[Study material Boundary: Start]

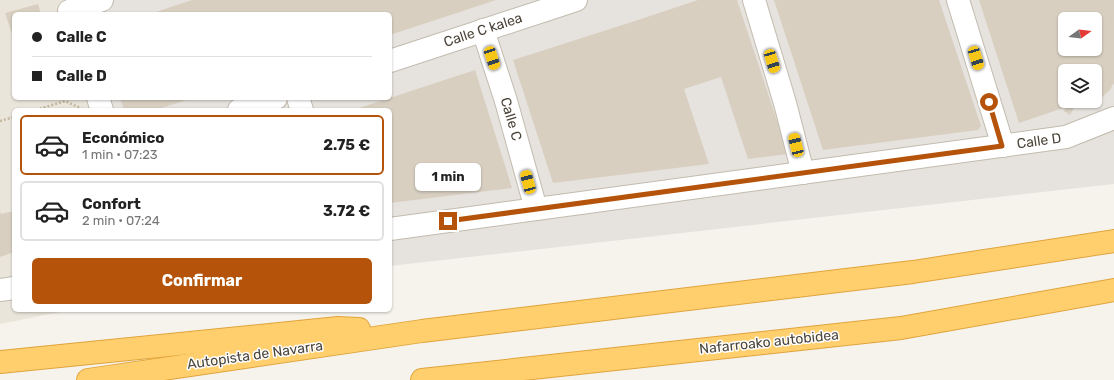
<!DOCTYPE html>
<html lang="es">
<meta charset="utf-8">
<style>
body{margin:0;font-family:Rubik,sans-serif;background:#f2f2f2;color:#222;height:100vh;display:flex;flex-direction:column;font-size:15px;white-space:nowrap}
*{box-sizing:border-box;margin:0}
p{font-size:13px;color:#767676}
.icon{flex:none;width:22px;height:22px;fill:none;stroke:currentColor;stroke-width:2;stroke-linecap:round;stroke-linejoin:round}
.map{position:relative;flex:1;overflow:hidden}
.sheet{position:absolute;left:12px;top:108px;width:380px;height:204px;display:flex;flex-direction:column;background:#fff;border-radius:6px;box-shadow:0 1px 3px #0004}
.sheet>*{flex:none}
.hud{position:absolute;left:12px;top:12px;width:380px;height:88px;border-radius:6px;box-shadow:0 1px 3px #0004;display:grid;align-content:center;height:88px;padding:0 20px;background:#fff}
.needle{width:26px;rotate:76deg}
.tools{position:absolute;left:1058px;top:12px;display:grid;gap:8px}
.tools a{display:grid;place-items:center;width:44px;height:44px;border-radius:6px;background:#fff;box-shadow:0 1px 3px #0004;font-size:20px}
.end{position:absolute;width:18px;height:18px;margin:-9px;border:5px solid #b45309;background:#fff;box-shadow:0 0 0 2px #fff}
.from{border-radius:50%}
.bubble{position:absolute;height:28px;border-radius:6px;background:#fff;box-shadow:0 1px 3px #0004;font-size:13px;font-weight:700;line-height:28px;text-align:center}
.car{position:absolute;width:12px;height:24px;margin:-12px -6px;border-radius:5px;box-shadow:0 0 3px 1px #0007;background:linear-gradient(#f5c518 24%,#345 0 40%,#f5c518 0 76%,#345 0 86%,#f5c518 0)}
.hud b{display:flex;align-items:center;gap:14px;height:38px;font-size:15px}
.hud b+b{border-top:1px solid #e0e0e0}
.hud i{width:10px;height:10px;background:#222}
ul{padding:7px 0 0;list-style:none}
li{display:flex;align-items:center;gap:12px;height:60px;margin:0 8px 6px;padding:0 12px;border:2px solid #e0e0e0;border-radius:6px}
li div{flex:1}
li b{display:block;font-size:15px}
li em{font-style:normal;font-weight:700}
li.active{border-color:#b45309}
li>.icon{width:36px;height:36px;stroke-width:1.5}
.action{display:flex;gap:8px;margin-top:auto;padding:8px 20px}
.action a{flex:1;height:46px;border-radius:6px;background:#b45309;color:#fff;font-size:16px;font-weight:700;line-height:46px;text-align:center}
.map>svg:first-child{display:block}
.residential{fill:#eae5da}
.industrial{fill:#e6e2dd;fill-rule:evenodd}
.building{fill:#d8cfc1;fill-rule:evenodd}
.lines{fill:none;stroke-linecap:round;stroke-linejoin:round}
.minor-casing{stroke:#c2bbae;stroke-width:24}
.highway-casing{stroke:#e0a43c;stroke-width:24}
.path{stroke:#c4b79f;stroke-width:2.5;stroke-dasharray:2 2;stroke-linecap:butt}
.minor{stroke:#fff;stroke-width:22}
.highway{stroke:#ffcf6e;stroke-width:22}
.route{stroke:#b45309;stroke-width:5}
.labels{text-anchor:middle;dominant-baseline:central;stroke-width:3;stroke-linejoin:round;paint-order:stroke}
.street-label{font-size:14px;fill:#4b4439;stroke:#fff}
</style>
<div class="map">
<svg width="1114" height="380" viewBox="0 0 1114 380">
<rect width="100%" height="100%" fill="#f6f3ec"/>
<!-- residential -->
<polygon class="residential" points="0,0 81,0 85,14 14,14 14,98 111,98 115,110 14,110 14,310 70,310 0,324"/>
<!-- industrial -->
<path class="industrial" d="M75,0H1114V184L390,266V110H111L107,98H390V14H79ZM1065,19H1095V49H1065ZM1065,71H1095V101H1065Z"/>
<!-- building -->
<g class="building">
<polygon points="192,0 496,0 390,35 390,14 150,14"/>
<polygon points="698,0 737,0 788,154 748,159 721,77 684,89 709,164 553,183 513,60 635,21"/>
<polygon points="774,0 939,0 981,126 978,130 823,150"/>
<path d="M979,0H1114V85L1113,84L1110,90L1101,98L1095,99V71H1065V101L1086,102L1076,104L1070,115L1064,111L1066,107L1019,123ZM1065,19H1095V49H1065Z"/>
<polygon points="38,4 41,14 14,14 14,40 5,13"/>
<polygon points="475,70 512,188 390,203 390,110 353,110"/>
<polygon points="120,98 192,98 156,110 124,110"/>
<polygon points="0,211 1,214 14,211 14,252 0,257"/>
</g>
<g class="lines">
<defs>
<g id="minor">
<polyline points="754,0 785,103 803,173"/>
<polyline points="958,0 1003,146"/>
<polyline points="69,11 102,0"/>
<polyline points="483,30 506,101 536,209"/>
<polyline points="390,61 576,0"/>
<polyline points="98,98 102,110"/>
<polyline points="298,98 302,110"/>
<polyline points="239,110 276,98"/>
<polyline points="390,229 1066,137 1114,118"/>
<polyline points="0,290 14,288"/>
</g>
<g id="highway">
<polyline points="0,362 338,328 359,329"/>
<polyline points="88,380 422,331 913,272 1114,241"/>
<polyline points="422,380 901,328 1114,290"/>
</g>
</defs>
<!-- minor casing -->
<use href="#minor" class="minor-casing"/>
<!-- highway casing -->
<use href="#highway" class="highway-casing"/>
<!-- path -->
<g class="path">
<polyline points="36,110 65,101 78,107 81,106"/>
<polyline points="0,121 14,117"/>
</g>
<!-- minor -->
<use href="#minor" class="minor"/>
<!-- highway -->
<use href="#highway" class="highway"/>
</g>
<g class="lines">
<!-- route -->
<polyline class="route" points="448,221 1002,146 989,102"/>
</g>
<g class="labels">
<!-- street labels -->
<g class="street-label">
<text transform="translate(483 30) rotate(-18)">Calle C kalea</text>
<text transform="translate(511 119) rotate(74)">Calle C</text>
<text transform="translate(1039 141) rotate(-8)">Calle D</text>
<text transform="translate(769 342) rotate(-6)">Nafarroako autobidea</text>
<text transform="translate(255 355) rotate(-8)">Autopista de Navarra</text>
</g>
</g>
</svg>
<div class="tools">
<a><svg class="needle" viewBox="-14 -14 28 28"><path d="M0-13l5 13h-10z" fill="#e53935"/><path d="M0 13l5-13h-10z" fill="#767676"/></svg></a>
<a><svg class="icon" aria-label="layers" viewBox="0 0 24 24"><path d="M12 4l9 5-9 5-9-5zM3 14l9 5 9-5"/></svg></a>
</div>
<i class="end from" style="left:989px;top:102px"></i>
<i class="end" style="left:448px;top:221px"></i>
<div class="bubble" style="left:415px;top:163px;width:66px">1 min</div>
<i class="car" style="left:492px;top:58px;rotate:162deg"></i>
<i class="car" style="left:976px;top:58px;rotate:163deg"></i>
<i class="car" style="left:772px;top:61px;rotate:163deg"></i>
<i class="car" style="left:796px;top:145px;rotate:346deg"></i>
<i class="car" style="left:528px;top:182px;rotate:345deg"></i>
<div class="hud">
<b><i class="from"></i>Calle C</b>
<b><i></i>Calle D</b>
</div>
<section class="sheet">
<ul>
<li class="active"><svg class="icon" aria-label="car" viewBox="0 0 24 24"><path d="M5 17H2v-5l4-1 3-4h7l3 4 3 1v5h-3M9 17h6M6 11h13"/><circle cx="7" cy="17" r="2"/><circle cx="17" cy="17" r="2"/></svg><div><b>Económico</b><p>1 min · 07:23</p></div><em>2.75 €</em></li>
<li><svg class="icon" aria-label="car" viewBox="0 0 24 24"><path d="M5 17H2v-5l4-1 3-4h7l3 4 3 1v5h-3M9 17h6M6 11h13"/><circle cx="7" cy="17" r="2"/><circle cx="17" cy="17" r="2"/></svg><div><b>Confort</b><p>2 min · 07:24</p></div><em>3.72 €</em></li>
</ul>
<div class="action"><a>Confirmar</a></div>
</section>
</div>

[Study material Boundary: End]

- Required work:
Look through the data and show every line containing "rule".

- Problem solution:
.industrial{fill:#e6e2dd;fill-rule:evenodd}
.building{fill:#d8cfc1;fill-rule:evenodd}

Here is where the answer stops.